_Stored items from a collection_.
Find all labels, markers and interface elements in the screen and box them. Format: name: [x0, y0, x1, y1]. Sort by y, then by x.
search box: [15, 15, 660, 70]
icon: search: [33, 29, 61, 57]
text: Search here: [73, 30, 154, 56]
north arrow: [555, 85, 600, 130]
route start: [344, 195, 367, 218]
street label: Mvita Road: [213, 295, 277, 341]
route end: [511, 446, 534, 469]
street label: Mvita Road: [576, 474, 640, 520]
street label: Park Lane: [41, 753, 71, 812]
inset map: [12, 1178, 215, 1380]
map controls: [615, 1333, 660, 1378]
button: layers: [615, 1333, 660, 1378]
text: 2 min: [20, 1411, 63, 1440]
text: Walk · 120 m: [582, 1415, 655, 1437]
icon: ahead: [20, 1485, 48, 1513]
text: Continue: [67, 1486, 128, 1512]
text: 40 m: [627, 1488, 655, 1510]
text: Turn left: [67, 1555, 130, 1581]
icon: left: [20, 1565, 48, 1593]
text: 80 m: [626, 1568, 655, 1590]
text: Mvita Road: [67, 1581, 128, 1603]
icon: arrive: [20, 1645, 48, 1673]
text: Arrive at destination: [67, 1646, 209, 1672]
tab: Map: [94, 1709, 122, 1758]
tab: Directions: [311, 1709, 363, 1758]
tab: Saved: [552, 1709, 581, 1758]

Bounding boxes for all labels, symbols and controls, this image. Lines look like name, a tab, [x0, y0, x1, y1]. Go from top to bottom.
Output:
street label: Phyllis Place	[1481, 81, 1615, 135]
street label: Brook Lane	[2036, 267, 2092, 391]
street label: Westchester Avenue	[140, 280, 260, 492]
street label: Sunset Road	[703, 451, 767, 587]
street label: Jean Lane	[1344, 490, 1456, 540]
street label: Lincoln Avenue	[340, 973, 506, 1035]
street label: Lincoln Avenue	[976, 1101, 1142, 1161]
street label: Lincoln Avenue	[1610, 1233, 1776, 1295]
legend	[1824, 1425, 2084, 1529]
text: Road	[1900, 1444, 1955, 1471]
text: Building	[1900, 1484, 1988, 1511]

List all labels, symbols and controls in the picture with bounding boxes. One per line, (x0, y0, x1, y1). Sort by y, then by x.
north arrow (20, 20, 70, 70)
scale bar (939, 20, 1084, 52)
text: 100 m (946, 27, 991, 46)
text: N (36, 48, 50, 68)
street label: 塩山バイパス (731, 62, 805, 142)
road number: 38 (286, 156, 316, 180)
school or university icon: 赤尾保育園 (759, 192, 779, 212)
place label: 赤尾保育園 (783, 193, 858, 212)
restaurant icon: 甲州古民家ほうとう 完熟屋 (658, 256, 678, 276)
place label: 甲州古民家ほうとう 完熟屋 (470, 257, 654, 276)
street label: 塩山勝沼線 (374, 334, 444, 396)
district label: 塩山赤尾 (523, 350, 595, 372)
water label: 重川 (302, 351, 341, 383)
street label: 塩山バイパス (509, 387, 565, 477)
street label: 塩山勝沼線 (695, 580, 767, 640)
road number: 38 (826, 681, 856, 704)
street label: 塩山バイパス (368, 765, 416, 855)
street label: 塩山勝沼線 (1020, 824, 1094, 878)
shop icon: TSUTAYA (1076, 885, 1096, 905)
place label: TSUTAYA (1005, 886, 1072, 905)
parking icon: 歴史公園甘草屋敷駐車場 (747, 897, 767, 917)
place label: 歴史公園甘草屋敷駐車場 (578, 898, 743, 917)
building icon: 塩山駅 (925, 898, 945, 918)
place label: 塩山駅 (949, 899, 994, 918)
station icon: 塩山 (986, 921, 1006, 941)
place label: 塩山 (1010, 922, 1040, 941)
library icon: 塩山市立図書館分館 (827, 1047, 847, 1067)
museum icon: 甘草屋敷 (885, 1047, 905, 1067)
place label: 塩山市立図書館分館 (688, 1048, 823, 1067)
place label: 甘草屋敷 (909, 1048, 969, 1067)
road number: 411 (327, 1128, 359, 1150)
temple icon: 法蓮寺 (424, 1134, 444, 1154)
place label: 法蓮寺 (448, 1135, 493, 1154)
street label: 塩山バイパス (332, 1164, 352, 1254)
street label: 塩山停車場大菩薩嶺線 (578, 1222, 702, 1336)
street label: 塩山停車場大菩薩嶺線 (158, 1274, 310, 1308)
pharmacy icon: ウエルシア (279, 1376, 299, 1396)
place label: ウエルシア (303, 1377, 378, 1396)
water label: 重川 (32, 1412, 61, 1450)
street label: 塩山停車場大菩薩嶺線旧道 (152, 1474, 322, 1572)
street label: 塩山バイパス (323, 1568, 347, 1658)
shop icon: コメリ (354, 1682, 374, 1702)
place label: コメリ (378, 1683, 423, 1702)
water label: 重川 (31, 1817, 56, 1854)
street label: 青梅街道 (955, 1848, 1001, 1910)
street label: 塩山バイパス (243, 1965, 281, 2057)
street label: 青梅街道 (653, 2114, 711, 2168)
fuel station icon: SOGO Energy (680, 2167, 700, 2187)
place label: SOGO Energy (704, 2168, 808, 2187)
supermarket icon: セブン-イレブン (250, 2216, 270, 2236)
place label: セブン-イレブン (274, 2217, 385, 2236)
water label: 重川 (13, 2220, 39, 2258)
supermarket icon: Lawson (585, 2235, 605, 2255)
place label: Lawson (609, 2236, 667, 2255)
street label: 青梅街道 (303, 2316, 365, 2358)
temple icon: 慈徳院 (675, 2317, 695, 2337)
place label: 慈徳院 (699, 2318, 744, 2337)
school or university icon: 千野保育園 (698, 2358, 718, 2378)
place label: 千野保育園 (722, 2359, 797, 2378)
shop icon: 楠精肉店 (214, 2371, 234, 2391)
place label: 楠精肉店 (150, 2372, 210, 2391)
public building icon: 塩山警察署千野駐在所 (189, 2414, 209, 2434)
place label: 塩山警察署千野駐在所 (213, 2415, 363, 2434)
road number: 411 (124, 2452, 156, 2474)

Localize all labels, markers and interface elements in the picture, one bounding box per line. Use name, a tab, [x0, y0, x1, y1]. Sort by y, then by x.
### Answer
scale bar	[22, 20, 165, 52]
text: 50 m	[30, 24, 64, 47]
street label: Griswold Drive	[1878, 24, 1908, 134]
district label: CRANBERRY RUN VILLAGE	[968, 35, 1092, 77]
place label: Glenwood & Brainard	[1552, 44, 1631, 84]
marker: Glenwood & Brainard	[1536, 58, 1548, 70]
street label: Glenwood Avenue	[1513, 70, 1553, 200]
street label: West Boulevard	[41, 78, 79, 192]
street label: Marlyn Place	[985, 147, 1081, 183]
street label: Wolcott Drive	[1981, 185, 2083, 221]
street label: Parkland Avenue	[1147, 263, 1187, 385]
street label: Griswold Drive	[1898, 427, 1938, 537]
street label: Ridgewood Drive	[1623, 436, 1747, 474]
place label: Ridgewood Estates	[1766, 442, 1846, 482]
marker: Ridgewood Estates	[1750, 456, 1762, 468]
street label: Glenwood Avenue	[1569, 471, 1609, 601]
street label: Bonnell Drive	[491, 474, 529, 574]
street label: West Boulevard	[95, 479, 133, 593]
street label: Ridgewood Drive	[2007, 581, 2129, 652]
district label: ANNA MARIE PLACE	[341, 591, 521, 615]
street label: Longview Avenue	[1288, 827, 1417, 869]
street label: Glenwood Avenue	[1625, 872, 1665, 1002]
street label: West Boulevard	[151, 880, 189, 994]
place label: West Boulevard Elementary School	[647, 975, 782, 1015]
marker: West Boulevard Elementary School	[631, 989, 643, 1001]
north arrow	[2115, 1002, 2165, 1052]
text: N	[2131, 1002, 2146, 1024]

_Task directions_. Reproduce the records above word for word.

_Finished task_.
Find all labels, markers and interface elements in the screen and box them. Format: name: [x0, y0, x1, y1]. Sort by y, then by x.
search box: [15, 15, 660, 70]
icon: search: [33, 29, 61, 57]
text: Search here: [73, 30, 154, 56]
north arrow: [555, 85, 600, 130]
route start: [344, 195, 367, 218]
street label: Mvita Road: [213, 295, 277, 341]
route end: [511, 446, 534, 469]
street label: Mvita Road: [576, 474, 640, 520]
street label: Park Lane: [41, 753, 71, 812]
inset map: [12, 1178, 215, 1380]
map controls: [615, 1333, 660, 1378]
button: layers: [615, 1333, 660, 1378]
text: 2 min: [20, 1411, 63, 1440]
text: Walk · 120 m: [582, 1415, 655, 1437]
icon: ahead: [20, 1485, 48, 1513]
text: Continue: [67, 1486, 128, 1512]
text: 40 m: [627, 1488, 655, 1510]
text: Turn left: [67, 1555, 130, 1581]
icon: left: [20, 1565, 48, 1593]
text: 80 m: [626, 1568, 655, 1590]
text: Mvita Road: [67, 1581, 128, 1603]
icon: arrive: [20, 1645, 48, 1673]
text: Arrive at destination: [67, 1646, 209, 1672]
tab: Map: [94, 1709, 122, 1758]
tab: Directions: [311, 1709, 363, 1758]
tab: Saved: [552, 1709, 581, 1758]

Bounding boxes for all labels, symbols and controls, this image. Lines look like name, a tab, [x0, y0, x1, y1]. Go from top to bottom.
Output:
street label: Phyllis Place	[1481, 81, 1615, 135]
street label: Brook Lane	[2036, 267, 2092, 391]
street label: Westchester Avenue	[140, 280, 260, 492]
street label: Sunset Road	[703, 451, 767, 587]
street label: Jean Lane	[1344, 490, 1456, 540]
street label: Lincoln Avenue	[340, 973, 506, 1035]
street label: Lincoln Avenue	[976, 1101, 1142, 1161]
street label: Lincoln Avenue	[1610, 1233, 1776, 1295]
legend	[1824, 1425, 2084, 1529]
text: Road	[1900, 1444, 1955, 1471]
text: Building	[1900, 1484, 1988, 1511]

List all labels, symbols and controls in the picture with bounding boxes. One per line, (x0, y0, x1, y1). Sort by y, then by x.
north arrow (20, 20, 70, 70)
scale bar (939, 20, 1084, 52)
text: 100 m (946, 27, 991, 46)
text: N (36, 48, 50, 68)
street label: 塩山バイパス (731, 62, 805, 142)
road number: 38 (286, 156, 316, 180)
school or university icon: 赤尾保育園 (759, 192, 779, 212)
place label: 赤尾保育園 (783, 193, 858, 212)
restaurant icon: 甲州古民家ほうとう 完熟屋 (658, 256, 678, 276)
place label: 甲州古民家ほうとう 完熟屋 (470, 257, 654, 276)
street label: 塩山勝沼線 (374, 334, 444, 396)
district label: 塩山赤尾 (523, 350, 595, 372)
water label: 重川 (302, 351, 341, 383)
street label: 塩山バイパス (509, 387, 565, 477)
street label: 塩山勝沼線 (695, 580, 767, 640)
road number: 38 (826, 681, 856, 704)
street label: 塩山バイパス (368, 765, 416, 855)
street label: 塩山勝沼線 (1020, 824, 1094, 878)
shop icon: TSUTAYA (1076, 885, 1096, 905)
place label: TSUTAYA (1005, 886, 1072, 905)
parking icon: 歴史公園甘草屋敷駐車場 (747, 897, 767, 917)
place label: 歴史公園甘草屋敷駐車場 (578, 898, 743, 917)
building icon: 塩山駅 (925, 898, 945, 918)
place label: 塩山駅 (949, 899, 994, 918)
station icon: 塩山 (986, 921, 1006, 941)
place label: 塩山 (1010, 922, 1040, 941)
library icon: 塩山市立図書館分館 (827, 1047, 847, 1067)
museum icon: 甘草屋敷 (885, 1047, 905, 1067)
place label: 塩山市立図書館分館 (688, 1048, 823, 1067)
place label: 甘草屋敷 (909, 1048, 969, 1067)
road number: 411 (327, 1128, 359, 1150)
temple icon: 法蓮寺 (424, 1134, 444, 1154)
place label: 法蓮寺 (448, 1135, 493, 1154)
street label: 塩山バイパス (332, 1164, 352, 1254)
street label: 塩山停車場大菩薩嶺線 (578, 1222, 702, 1336)
street label: 塩山停車場大菩薩嶺線 (158, 1274, 310, 1308)
pharmacy icon: ウエルシア (279, 1376, 299, 1396)
place label: ウエルシア (303, 1377, 378, 1396)
water label: 重川 (32, 1412, 61, 1450)
street label: 塩山停車場大菩薩嶺線旧道 (152, 1474, 322, 1572)
street label: 塩山バイパス (323, 1568, 347, 1658)
shop icon: コメリ (354, 1682, 374, 1702)
place label: コメリ (378, 1683, 423, 1702)
water label: 重川 (31, 1817, 56, 1854)
street label: 青梅街道 (955, 1848, 1001, 1910)
street label: 塩山バイパス (243, 1965, 281, 2057)
street label: 青梅街道 (653, 2114, 711, 2168)
fuel station icon: SOGO Energy (680, 2167, 700, 2187)
place label: SOGO Energy (704, 2168, 808, 2187)
supermarket icon: セブン-イレブン (250, 2216, 270, 2236)
place label: セブン-イレブン (274, 2217, 385, 2236)
water label: 重川 (13, 2220, 39, 2258)
supermarket icon: Lawson (585, 2235, 605, 2255)
place label: Lawson (609, 2236, 667, 2255)
street label: 青梅街道 (303, 2316, 365, 2358)
temple icon: 慈徳院 (675, 2317, 695, 2337)
place label: 慈徳院 (699, 2318, 744, 2337)
school or university icon: 千野保育園 (698, 2358, 718, 2378)
place label: 千野保育園 (722, 2359, 797, 2378)
shop icon: 楠精肉店 (214, 2371, 234, 2391)
place label: 楠精肉店 (150, 2372, 210, 2391)
public building icon: 塩山警察署千野駐在所 (189, 2414, 209, 2434)
place label: 塩山警察署千野駐在所 (213, 2415, 363, 2434)
road number: 411 (124, 2452, 156, 2474)

Localize all labels, markers and interface elements in the picture, one bounding box per line. Use name, a tab, [x0, y0, x1, y1]. Sort by y, then by x.
### Answer
scale bar	[22, 20, 165, 52]
text: 50 m	[30, 24, 64, 47]
street label: Griswold Drive	[1878, 24, 1908, 134]
district label: CRANBERRY RUN VILLAGE	[968, 35, 1092, 77]
place label: Glenwood & Brainard	[1552, 44, 1631, 84]
marker: Glenwood & Brainard	[1536, 58, 1548, 70]
street label: Glenwood Avenue	[1513, 70, 1553, 200]
street label: West Boulevard	[41, 78, 79, 192]
street label: Marlyn Place	[985, 147, 1081, 183]
street label: Wolcott Drive	[1981, 185, 2083, 221]
street label: Parkland Avenue	[1147, 263, 1187, 385]
street label: Griswold Drive	[1898, 427, 1938, 537]
street label: Ridgewood Drive	[1623, 436, 1747, 474]
place label: Ridgewood Estates	[1766, 442, 1846, 482]
marker: Ridgewood Estates	[1750, 456, 1762, 468]
street label: Glenwood Avenue	[1569, 471, 1609, 601]
street label: Bonnell Drive	[491, 474, 529, 574]
street label: West Boulevard	[95, 479, 133, 593]
street label: Ridgewood Drive	[2007, 581, 2129, 652]
district label: ANNA MARIE PLACE	[341, 591, 521, 615]
street label: Longview Avenue	[1288, 827, 1417, 869]
street label: Glenwood Avenue	[1625, 872, 1665, 1002]
street label: West Boulevard	[151, 880, 189, 994]
place label: West Boulevard Elementary School	[647, 975, 782, 1015]
marker: West Boulevard Elementary School	[631, 989, 643, 1001]
north arrow	[2115, 1002, 2165, 1052]
text: N	[2131, 1002, 2146, 1024]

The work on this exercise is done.